Source records:
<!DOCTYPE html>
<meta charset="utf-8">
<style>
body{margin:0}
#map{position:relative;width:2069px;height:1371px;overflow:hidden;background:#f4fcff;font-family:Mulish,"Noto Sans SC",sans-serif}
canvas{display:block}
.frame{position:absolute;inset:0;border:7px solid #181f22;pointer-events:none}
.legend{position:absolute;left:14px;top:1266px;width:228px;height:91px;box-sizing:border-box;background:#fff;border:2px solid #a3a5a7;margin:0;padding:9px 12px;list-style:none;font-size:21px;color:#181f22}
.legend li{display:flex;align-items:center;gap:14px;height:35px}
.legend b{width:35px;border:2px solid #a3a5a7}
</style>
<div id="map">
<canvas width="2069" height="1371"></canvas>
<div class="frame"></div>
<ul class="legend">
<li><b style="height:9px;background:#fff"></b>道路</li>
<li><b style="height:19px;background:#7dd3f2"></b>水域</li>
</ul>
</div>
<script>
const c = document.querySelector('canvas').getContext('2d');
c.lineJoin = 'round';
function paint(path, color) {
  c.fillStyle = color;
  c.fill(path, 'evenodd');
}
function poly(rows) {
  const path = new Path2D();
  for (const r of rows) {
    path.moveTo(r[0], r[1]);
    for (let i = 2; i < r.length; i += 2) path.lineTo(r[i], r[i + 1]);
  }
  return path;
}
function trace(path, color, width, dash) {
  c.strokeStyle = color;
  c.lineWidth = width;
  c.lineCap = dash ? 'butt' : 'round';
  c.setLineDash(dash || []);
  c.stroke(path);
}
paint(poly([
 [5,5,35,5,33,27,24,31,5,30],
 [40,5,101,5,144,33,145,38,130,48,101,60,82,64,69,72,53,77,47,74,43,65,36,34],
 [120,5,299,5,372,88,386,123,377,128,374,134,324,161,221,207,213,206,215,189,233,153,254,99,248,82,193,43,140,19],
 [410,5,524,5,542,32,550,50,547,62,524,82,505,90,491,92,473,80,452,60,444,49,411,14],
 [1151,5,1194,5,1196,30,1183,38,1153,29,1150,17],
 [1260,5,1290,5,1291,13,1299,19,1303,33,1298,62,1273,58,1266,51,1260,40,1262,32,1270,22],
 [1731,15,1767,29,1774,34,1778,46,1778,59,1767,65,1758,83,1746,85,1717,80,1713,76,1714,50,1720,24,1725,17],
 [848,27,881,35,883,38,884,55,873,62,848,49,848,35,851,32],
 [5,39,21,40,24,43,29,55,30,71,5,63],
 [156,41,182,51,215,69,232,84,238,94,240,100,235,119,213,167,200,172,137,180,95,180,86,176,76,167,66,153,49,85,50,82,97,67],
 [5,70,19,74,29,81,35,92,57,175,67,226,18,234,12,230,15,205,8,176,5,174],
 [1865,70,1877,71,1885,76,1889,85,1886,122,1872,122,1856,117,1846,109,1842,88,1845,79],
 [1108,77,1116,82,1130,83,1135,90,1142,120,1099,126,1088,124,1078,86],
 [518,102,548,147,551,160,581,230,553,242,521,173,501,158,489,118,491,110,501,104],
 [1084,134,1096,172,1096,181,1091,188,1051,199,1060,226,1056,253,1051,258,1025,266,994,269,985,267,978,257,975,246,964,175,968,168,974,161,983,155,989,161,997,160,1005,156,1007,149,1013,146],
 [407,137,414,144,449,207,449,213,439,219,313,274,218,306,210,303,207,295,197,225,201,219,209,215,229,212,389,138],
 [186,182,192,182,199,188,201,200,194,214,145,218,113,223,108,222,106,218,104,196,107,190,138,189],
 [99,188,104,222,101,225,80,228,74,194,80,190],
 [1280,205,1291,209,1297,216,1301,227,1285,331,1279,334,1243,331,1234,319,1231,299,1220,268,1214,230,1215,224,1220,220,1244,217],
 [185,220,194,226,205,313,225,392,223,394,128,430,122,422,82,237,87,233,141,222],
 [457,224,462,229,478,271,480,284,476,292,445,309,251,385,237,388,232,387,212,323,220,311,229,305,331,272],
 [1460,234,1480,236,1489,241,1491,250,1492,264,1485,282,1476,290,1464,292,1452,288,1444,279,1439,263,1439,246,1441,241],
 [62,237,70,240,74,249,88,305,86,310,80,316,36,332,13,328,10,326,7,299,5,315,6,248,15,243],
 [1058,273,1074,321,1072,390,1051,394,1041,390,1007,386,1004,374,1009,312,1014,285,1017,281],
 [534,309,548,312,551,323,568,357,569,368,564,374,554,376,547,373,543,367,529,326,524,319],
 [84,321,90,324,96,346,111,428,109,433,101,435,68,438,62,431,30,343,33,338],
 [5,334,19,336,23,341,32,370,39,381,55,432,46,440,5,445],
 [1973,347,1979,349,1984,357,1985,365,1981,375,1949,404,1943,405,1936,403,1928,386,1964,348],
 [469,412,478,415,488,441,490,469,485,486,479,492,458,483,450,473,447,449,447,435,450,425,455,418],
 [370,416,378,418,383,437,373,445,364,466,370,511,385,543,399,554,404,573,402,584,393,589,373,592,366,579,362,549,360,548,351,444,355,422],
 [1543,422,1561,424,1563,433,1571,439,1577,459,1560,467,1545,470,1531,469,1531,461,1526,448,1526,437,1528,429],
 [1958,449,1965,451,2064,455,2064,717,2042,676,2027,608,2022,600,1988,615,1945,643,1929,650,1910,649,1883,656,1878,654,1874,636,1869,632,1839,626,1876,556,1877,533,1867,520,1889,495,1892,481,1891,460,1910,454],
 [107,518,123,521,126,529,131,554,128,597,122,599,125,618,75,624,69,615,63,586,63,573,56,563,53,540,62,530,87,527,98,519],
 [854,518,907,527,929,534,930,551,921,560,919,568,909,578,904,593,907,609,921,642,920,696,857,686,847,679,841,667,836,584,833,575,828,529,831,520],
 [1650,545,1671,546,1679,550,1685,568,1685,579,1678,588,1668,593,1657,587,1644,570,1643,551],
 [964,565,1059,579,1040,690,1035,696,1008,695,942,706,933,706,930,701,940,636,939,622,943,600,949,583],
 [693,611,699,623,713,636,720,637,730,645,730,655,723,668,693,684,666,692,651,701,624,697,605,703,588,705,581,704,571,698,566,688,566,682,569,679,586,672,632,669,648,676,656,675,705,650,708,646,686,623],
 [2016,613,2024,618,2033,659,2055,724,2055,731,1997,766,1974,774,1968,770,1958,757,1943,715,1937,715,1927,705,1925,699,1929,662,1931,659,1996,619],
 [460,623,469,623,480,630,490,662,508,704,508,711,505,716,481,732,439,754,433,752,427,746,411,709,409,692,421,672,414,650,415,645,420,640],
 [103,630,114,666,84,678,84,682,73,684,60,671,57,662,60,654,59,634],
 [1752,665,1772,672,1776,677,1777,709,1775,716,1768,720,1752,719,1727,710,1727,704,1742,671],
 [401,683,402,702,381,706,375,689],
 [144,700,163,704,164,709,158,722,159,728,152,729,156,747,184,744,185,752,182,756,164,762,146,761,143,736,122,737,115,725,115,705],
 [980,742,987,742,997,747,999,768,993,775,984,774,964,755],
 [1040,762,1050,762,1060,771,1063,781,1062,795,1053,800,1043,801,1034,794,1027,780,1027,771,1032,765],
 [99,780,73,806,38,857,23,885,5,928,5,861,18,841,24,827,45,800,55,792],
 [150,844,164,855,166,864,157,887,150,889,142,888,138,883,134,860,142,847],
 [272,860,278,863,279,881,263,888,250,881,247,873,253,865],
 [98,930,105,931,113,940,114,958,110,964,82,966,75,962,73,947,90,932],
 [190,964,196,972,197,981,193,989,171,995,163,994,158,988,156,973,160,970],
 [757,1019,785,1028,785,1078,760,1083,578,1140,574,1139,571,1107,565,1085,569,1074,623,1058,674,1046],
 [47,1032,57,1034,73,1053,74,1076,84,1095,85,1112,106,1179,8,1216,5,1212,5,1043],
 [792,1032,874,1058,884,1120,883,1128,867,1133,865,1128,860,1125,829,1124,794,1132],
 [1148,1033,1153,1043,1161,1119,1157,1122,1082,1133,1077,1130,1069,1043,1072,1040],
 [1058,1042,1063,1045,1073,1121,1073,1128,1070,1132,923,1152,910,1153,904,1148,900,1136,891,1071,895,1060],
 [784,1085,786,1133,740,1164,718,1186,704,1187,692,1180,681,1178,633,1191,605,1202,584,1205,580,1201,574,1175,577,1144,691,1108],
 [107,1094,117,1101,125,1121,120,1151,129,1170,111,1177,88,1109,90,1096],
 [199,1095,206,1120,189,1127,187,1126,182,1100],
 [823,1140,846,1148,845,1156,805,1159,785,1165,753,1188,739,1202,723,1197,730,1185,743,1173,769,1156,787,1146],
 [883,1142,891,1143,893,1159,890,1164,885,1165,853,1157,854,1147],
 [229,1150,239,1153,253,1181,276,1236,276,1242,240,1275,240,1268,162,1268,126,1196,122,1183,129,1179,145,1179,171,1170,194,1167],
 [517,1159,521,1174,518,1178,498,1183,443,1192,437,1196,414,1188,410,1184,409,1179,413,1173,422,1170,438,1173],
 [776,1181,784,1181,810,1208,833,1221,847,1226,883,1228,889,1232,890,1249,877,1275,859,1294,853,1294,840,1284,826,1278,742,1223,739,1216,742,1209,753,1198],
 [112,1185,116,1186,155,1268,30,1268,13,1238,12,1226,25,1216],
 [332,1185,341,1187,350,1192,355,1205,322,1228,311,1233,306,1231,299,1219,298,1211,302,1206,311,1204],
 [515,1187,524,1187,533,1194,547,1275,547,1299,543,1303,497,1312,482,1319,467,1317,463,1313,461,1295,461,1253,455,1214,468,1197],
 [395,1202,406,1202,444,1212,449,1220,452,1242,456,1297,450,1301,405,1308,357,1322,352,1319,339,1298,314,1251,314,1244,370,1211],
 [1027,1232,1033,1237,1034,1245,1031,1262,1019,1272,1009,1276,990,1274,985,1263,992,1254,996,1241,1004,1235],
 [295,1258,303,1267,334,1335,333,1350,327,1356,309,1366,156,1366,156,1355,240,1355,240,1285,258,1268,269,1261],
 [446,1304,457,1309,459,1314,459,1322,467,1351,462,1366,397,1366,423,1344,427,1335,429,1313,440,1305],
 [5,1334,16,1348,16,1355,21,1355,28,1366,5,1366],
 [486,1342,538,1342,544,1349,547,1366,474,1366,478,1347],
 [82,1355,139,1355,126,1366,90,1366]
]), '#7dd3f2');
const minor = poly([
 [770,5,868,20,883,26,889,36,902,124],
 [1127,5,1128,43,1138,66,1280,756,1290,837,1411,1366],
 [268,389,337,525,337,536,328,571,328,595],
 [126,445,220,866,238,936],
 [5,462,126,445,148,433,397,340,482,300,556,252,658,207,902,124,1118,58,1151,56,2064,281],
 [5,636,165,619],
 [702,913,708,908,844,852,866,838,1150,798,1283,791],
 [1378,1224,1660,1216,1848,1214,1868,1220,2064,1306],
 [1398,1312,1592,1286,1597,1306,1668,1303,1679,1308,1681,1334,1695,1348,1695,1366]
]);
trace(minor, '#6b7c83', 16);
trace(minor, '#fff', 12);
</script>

### DESCRIPTION OF THE TASK
Locate the lines above that contain "display" and copy them.

### WRITTEN SOLUTION
canvas{display:block}
.legend li{display:flex;align-items:center;gap:14px;height:35px}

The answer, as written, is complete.